[Dataset entries]
'''
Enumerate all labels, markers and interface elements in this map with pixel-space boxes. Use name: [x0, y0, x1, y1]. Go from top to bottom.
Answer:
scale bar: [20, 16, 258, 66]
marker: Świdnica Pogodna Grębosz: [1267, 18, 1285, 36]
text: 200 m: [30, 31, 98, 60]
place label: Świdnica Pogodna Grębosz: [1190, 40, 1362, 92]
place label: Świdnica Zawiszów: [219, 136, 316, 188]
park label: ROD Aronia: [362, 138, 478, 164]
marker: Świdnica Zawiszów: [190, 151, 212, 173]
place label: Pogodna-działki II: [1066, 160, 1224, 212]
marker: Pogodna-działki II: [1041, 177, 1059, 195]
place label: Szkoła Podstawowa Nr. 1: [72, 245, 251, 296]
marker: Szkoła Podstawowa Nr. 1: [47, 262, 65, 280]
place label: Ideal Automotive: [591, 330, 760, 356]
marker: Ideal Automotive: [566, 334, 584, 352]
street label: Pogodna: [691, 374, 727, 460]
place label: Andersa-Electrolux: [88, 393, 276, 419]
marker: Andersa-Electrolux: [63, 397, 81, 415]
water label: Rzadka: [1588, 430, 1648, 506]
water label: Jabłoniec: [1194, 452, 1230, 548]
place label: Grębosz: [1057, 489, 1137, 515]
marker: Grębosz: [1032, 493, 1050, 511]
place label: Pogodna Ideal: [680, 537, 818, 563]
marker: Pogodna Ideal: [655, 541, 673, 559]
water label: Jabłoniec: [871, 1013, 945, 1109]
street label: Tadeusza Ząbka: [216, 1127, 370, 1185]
'''
> _TASK TO CARRY OUT_
Write out every entry again exactly, please, with nothing missing.

> _YOUR RESPONSE_
Enumerate all labels, markers and interface elements in this map with pixel-space boxes. Use name: [x0, y0, x1, y1]. Go from top to bottom.
Answer:
scale bar: [20, 16, 258, 66]
marker: Świdnica Pogodna Grębosz: [1267, 18, 1285, 36]
text: 200 m: [30, 31, 98, 60]
place label: Świdnica Pogodna Grębosz: [1190, 40, 1362, 92]
place label: Świdnica Zawiszów: [219, 136, 316, 188]
park label: ROD Aronia: [362, 138, 478, 164]
marker: Świdnica Zawiszów: [190, 151, 212, 173]
place label: Pogodna-działki II: [1066, 160, 1224, 212]
marker: Pogodna-działki II: [1041, 177, 1059, 195]
place label: Szkoła Podstawowa Nr. 1: [72, 245, 251, 296]
marker: Szkoła Podstawowa Nr. 1: [47, 262, 65, 280]
place label: Ideal Automotive: [591, 330, 760, 356]
marker: Ideal Automotive: [566, 334, 584, 352]
street label: Pogodna: [691, 374, 727, 460]
place label: Andersa-Electrolux: [88, 393, 276, 419]
marker: Andersa-Electrolux: [63, 397, 81, 415]
water label: Rzadka: [1588, 430, 1648, 506]
water label: Jabłoniec: [1194, 452, 1230, 548]
place label: Grębosz: [1057, 489, 1137, 515]
marker: Grębosz: [1032, 493, 1050, 511]
place label: Pogodna Ideal: [680, 537, 818, 563]
marker: Pogodna Ideal: [655, 541, 673, 559]
water label: Jabłoniec: [871, 1013, 945, 1109]
street label: Tadeusza Ząbka: [216, 1127, 370, 1185]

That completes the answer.